宿泊業を営むため、受ける必要のある許認可を解説します。
ホテル・旅館の営業許可
宿泊施設を営業するには、申請書類を自治体に提出し、都道府県知事あるいは市区町村長に許認可を受けることが必要です。まず、建物の建設前に自治体の旅館業法の窓口を訪問して、開業の可否を相談します。
開業予定の場所、建物の図面などを確認されるケースもあるため、計画をしっかり立てておきましょう。なお、管轄の保健所が担当するケースもあります。
飲食店業の許可
レストランやルームサービスといった料理を提供するホテル・旅館では、飲食店営業許可の申請が必要で、以下の手順で進めます。
- 保健所に事前相談をする
- 飲食店営業許可の申請をする
- 日程調整のうえ、保健所の立ち入り検査を受ける
- 営業許可証が交付される
申請から許可証の交付までは約2~3週間で、申請費用として16,000円~19,000円がかかります。
公衆浴場営業の許可
宿泊客以外も利用できる浴場を宿泊施設に設ける場合、公衆浴場許可も得る必要があります。飲食店営業許可と同様、保健所に事前相談のうえ、申請をする流れです。

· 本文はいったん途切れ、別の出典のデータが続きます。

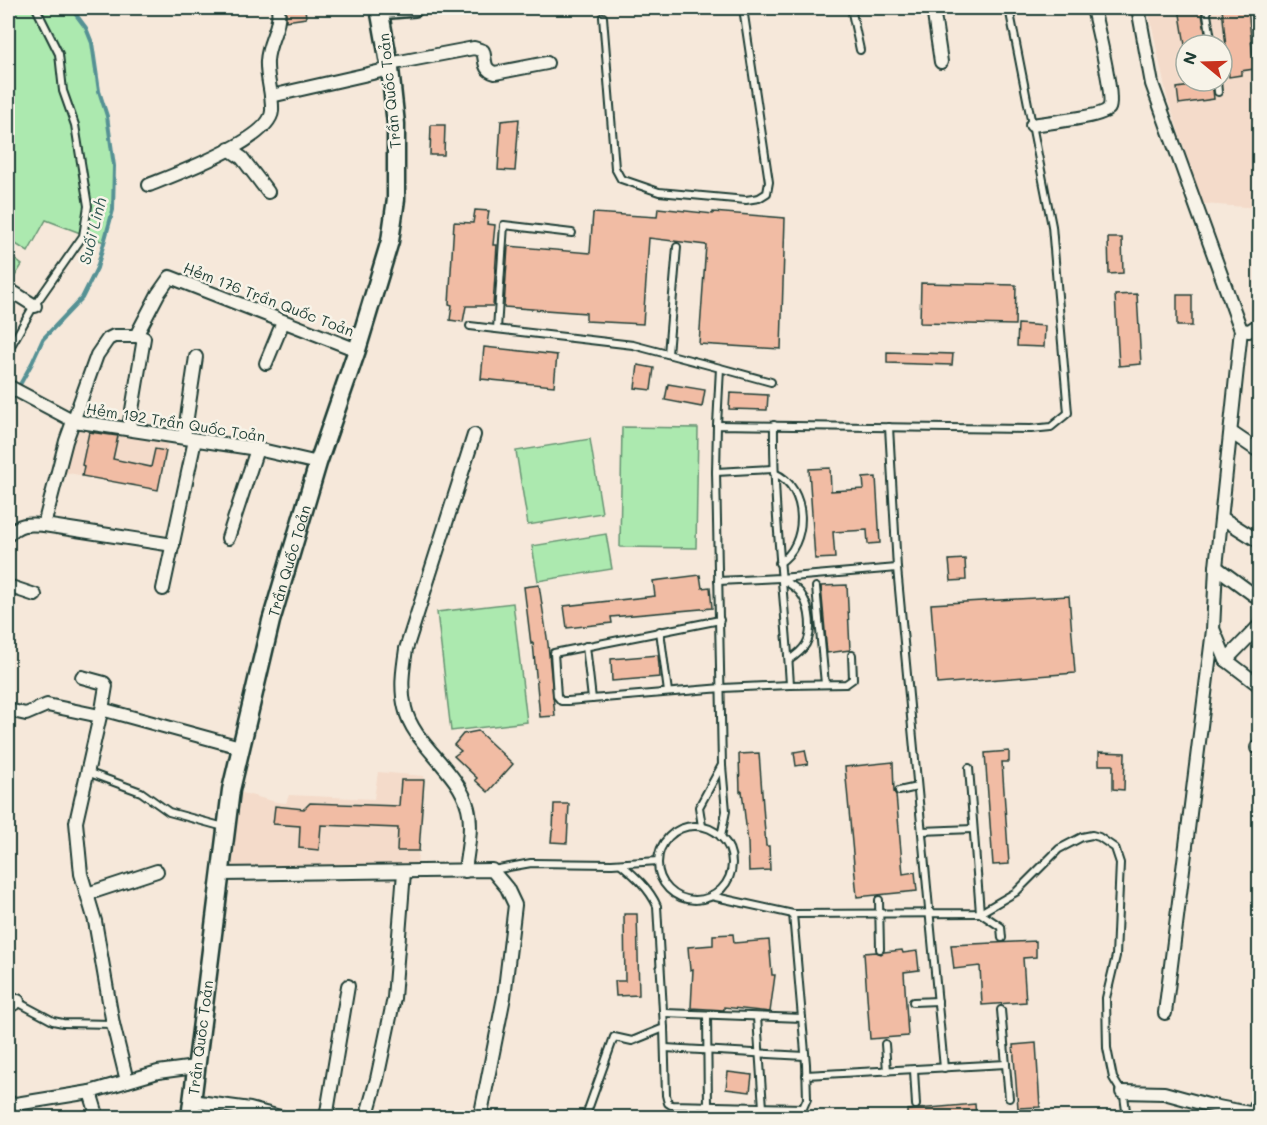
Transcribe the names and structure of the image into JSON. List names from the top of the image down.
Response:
{
  "streets": {
    "main road": ["Trần Quốc Toản"],
    "street": ["Hẻm 176 Trần Quốc Toản", "Hẻm 192 Trần Quốc Toản"]
  },
  "crossings": [
    ["Trần Quốc Toản", "Hẻm 176 Trần Quốc Toản"],
    ["Trần Quốc Toản", "Hẻm 192 Trần Quốc Toản"]
  ],
  "water": ["Suối Linh"],
  "north": "left"
}
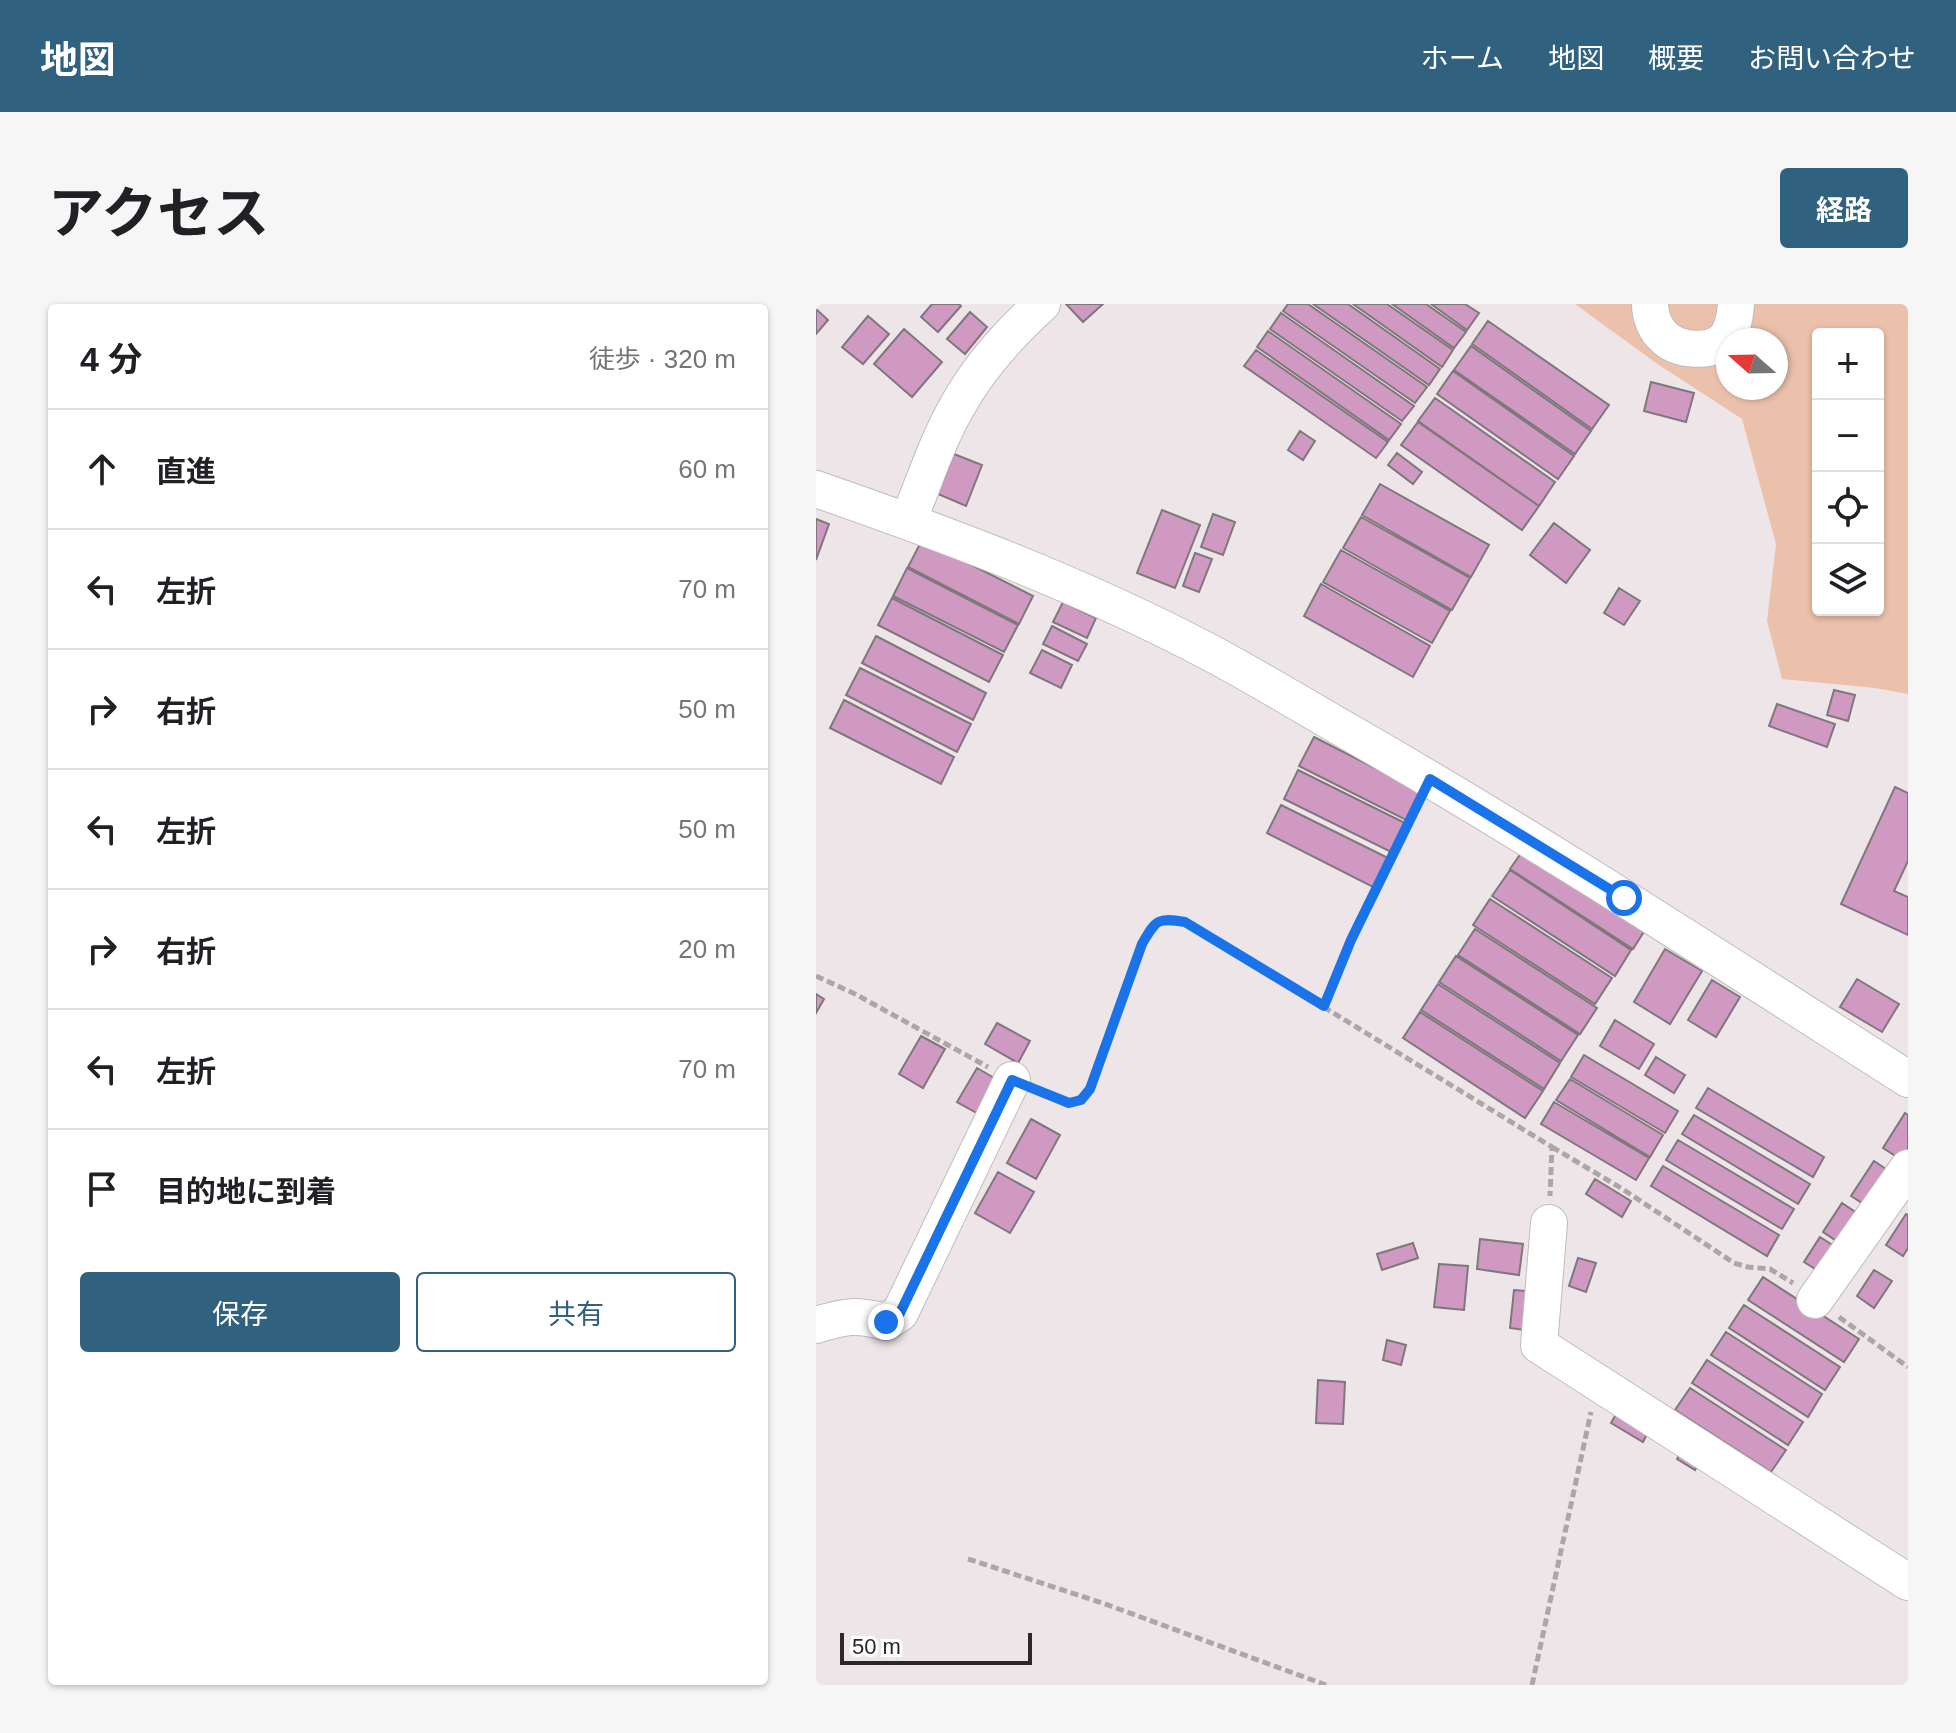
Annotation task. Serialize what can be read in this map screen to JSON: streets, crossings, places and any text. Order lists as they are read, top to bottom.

公衆浴場営業の許可を得るまでに、申請から2ヶ月程度かかります。申請費用は20,000円程度ですが、自治体によって異なるため、ホームページなどで調べておきましょう。
酒類販売業免許
宿泊施設で、顧客に開栓されていないお酒を提供する場合は、酒類販売許可を受けることが必要です。酒類販売許可を取得するための手順は以下のとおりです。

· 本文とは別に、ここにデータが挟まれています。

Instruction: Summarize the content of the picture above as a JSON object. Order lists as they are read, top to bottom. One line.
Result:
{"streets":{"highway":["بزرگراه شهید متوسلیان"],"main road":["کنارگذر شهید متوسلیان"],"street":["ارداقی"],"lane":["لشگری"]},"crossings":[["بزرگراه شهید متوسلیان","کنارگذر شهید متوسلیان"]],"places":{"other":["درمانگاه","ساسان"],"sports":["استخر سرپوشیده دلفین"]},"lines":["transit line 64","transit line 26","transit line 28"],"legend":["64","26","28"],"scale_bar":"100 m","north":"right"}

- 酒類指導官が設定されている税務署で事前相談をする
- 必要書類を揃えて、税務署で申請をする
- 必要な場合は現地調査を受ける
- 免許が交付される
申請から許可を得るまでは約2ヶ月で、申請の際に登録免許税として30,000円がかかります(1審査あたり)。
ホテルの種類による営業許可の適用範囲とは?
旅館業の許認可は、客室数や床面積などによって以下のように4種類あります。
許可の種類 | 対象 | 具体例 |
---|---|---|
ホテル営業許可 | 観光ホテル、ビジネスホテル | 洋室メインで10室以上、1室の床面積が9平方メートル以上などの場合 |
旅館営業許可 | 温泉旅館、観光旅館 | 和室メインで5室以上、1室の床面積が7平方メートル以上などの場合 |
簡易宿所営業許可 | カプセルホテル、民宿、ペンションなど | 客室の床面積が33平方メートル以上 |
旅館業(下宿)営業許可 | 従業員が住み込みをする宿泊施設など | 1ヶ月以上の滞在が主な目的として営業する施設 |
なおネットカフェは「娯楽業」であり、宿泊業には分類されません。このため、ネットカフェを開業する場合、旅館業の許認可を得る必要はありません。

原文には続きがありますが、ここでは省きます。